Les Démoniaques, Mattias Köping.

les démoniaques-2 A force d’entendre parler du Manufacturier en bien, j’ai eu envie de découvrir la plume de Mattias Köping, mais les avis dithyrambiques me font toujours un peu peur (la fameuse peur d’être déçue), alors je me suis tournée vers son roman précédent, pour me faire une idée. J’ai profité du confinement et de mes vacances pour le sortir de ma PAL : pas de baby sitting, plus de lecture et de cuisine!

       Les Démoniaques nous plonge dans la vie de Kimy, une jeune fille de tout juste dix-huit ans, au quotidien horrible. Violée dès l’adolescence, baignant dans le monde de la drogue, elle fera tout pour s’en sortir, mais à quel prix cela se fera?

      Soyons très francs immédiatement : ce thriller n’est pas à mettre entre toutes les mains. La violence est intrinsèquement liée à l’histoire, chaque page retentit de brutalité et de cruauté. L’auteur explore les bas-fonds et la noirceur de l’âme humaine sur presque quatre cent pages, et, à aucun moment un voile pudique ne recouvre les sombres réalités. Bien au contraire, le vocabulaire est cru, le verbe est incisif, la langue elle-même devient violence et se met au diapason de l’Ours, de l’Albanais et de tous les acteurs de la barbarie à laquelle nous assistons. Certaines scènes mettent très mal à l’aise : viol, viols en réunion, pédopornographie, esclavage sexuel, traite d’humain, meurtre… autant de sujets abjects qui se retrouvent ici et nous emportent, à l’instar de Kimy, au bord de l’abîme. L’Ours, le père de Kimy, est dealer, proxénète, à la tête d’un empire du sexe et de la drogue qu’il entend non seulement développer, mas préserver de toute rébellion, quitte à tuer tous les obstacles sur sa route. Ce personnage nous glace,  mais il est loin d’être le seul. La vieille Mauchrétien est tout aussi détestable dans sa haine des femmes, alors qu’elle-même en est une. A chacune de ses apparitions, le lecteur se demande comment elle peut cautionner tout ça.

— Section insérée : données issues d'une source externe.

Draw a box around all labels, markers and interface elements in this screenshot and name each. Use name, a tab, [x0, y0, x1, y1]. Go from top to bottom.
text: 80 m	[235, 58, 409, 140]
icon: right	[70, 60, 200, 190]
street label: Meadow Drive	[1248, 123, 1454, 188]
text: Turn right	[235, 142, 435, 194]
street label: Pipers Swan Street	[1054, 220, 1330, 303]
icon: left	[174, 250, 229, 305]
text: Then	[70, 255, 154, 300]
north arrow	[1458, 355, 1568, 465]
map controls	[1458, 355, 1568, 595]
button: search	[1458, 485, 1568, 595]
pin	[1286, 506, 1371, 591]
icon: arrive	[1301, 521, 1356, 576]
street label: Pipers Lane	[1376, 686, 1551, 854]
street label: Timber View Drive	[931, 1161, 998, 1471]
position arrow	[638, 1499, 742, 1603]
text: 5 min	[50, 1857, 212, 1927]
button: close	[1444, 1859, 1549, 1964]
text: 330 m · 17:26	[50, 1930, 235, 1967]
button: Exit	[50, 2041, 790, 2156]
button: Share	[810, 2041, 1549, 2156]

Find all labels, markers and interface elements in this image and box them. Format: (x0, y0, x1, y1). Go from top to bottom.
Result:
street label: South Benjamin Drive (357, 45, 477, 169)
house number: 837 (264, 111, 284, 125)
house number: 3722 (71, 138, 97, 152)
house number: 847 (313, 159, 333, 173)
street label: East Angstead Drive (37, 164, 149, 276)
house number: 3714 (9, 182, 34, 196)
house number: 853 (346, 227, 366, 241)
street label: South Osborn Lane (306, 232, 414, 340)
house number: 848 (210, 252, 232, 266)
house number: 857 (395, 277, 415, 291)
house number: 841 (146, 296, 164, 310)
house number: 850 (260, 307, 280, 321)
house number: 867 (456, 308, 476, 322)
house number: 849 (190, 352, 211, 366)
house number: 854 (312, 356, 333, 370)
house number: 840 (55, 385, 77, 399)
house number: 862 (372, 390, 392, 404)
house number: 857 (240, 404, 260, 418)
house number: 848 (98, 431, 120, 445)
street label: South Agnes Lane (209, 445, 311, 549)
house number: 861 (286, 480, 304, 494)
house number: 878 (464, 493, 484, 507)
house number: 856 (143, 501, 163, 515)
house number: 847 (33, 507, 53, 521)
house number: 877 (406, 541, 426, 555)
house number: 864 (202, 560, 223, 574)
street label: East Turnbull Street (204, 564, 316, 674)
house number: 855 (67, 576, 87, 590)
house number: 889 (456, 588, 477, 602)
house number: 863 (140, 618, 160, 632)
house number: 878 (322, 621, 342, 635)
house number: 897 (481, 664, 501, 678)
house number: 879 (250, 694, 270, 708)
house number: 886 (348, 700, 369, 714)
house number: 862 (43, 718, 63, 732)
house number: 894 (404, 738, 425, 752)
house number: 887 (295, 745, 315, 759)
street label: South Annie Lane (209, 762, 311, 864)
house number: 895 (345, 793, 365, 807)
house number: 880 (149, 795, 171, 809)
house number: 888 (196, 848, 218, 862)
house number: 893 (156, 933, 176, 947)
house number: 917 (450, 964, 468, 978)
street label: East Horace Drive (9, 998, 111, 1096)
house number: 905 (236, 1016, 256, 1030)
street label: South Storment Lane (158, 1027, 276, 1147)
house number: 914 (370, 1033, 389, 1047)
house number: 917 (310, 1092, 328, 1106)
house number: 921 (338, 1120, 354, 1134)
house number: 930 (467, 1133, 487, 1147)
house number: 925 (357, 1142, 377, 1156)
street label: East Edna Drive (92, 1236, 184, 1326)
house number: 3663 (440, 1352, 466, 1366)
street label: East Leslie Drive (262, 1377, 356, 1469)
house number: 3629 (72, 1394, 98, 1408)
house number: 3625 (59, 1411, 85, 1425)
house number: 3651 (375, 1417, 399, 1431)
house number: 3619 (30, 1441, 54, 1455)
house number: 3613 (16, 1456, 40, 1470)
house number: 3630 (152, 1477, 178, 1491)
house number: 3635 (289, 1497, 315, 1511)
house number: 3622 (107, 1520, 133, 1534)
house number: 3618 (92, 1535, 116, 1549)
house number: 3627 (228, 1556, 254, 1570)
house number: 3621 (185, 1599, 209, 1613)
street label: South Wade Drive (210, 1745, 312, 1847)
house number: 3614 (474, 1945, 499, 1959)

En parallèle, nous voyons aussi se dessiner un réel problème de société : parfois, le plus détestable personnage prend des allures de bon Samaritain, et sous le fonctionnaire affable peut se cacher un bourreau. C’est encore une fois l’idée de la banalité du Mal qui est explorée ici.

      Ce qui est évoqué fait frémir, révulse et prend aux tripes. Le sort que la vie  a réservé à Kimy (et que l’auteur lui a concocté!) est révoltant. Cette jeune femme est d’une rare résilience pourtant, et, contre vents et marées, elle encaisse tout pour rendre au centuple. Ce roman est aussi le récit d’une vengeance. Et c’est là que l’espoir affleure. Brisée, foulée aux pieds, elle se redresse, bombe le torse et avance. Dans son projet fou, elle rencontrera des alliés, improbables, mais importants, et finalement, deux êtres abîmés par la vie peuvent devenir bien plus dangereux que le criminel endurci. J’ai particulièrement aimé la manière dont l’auteur relie le destin de Kimy à celui d’Henri. Deux mondes qui s’opposent à première vue se trouvent, pour le meilleur et pour le pire.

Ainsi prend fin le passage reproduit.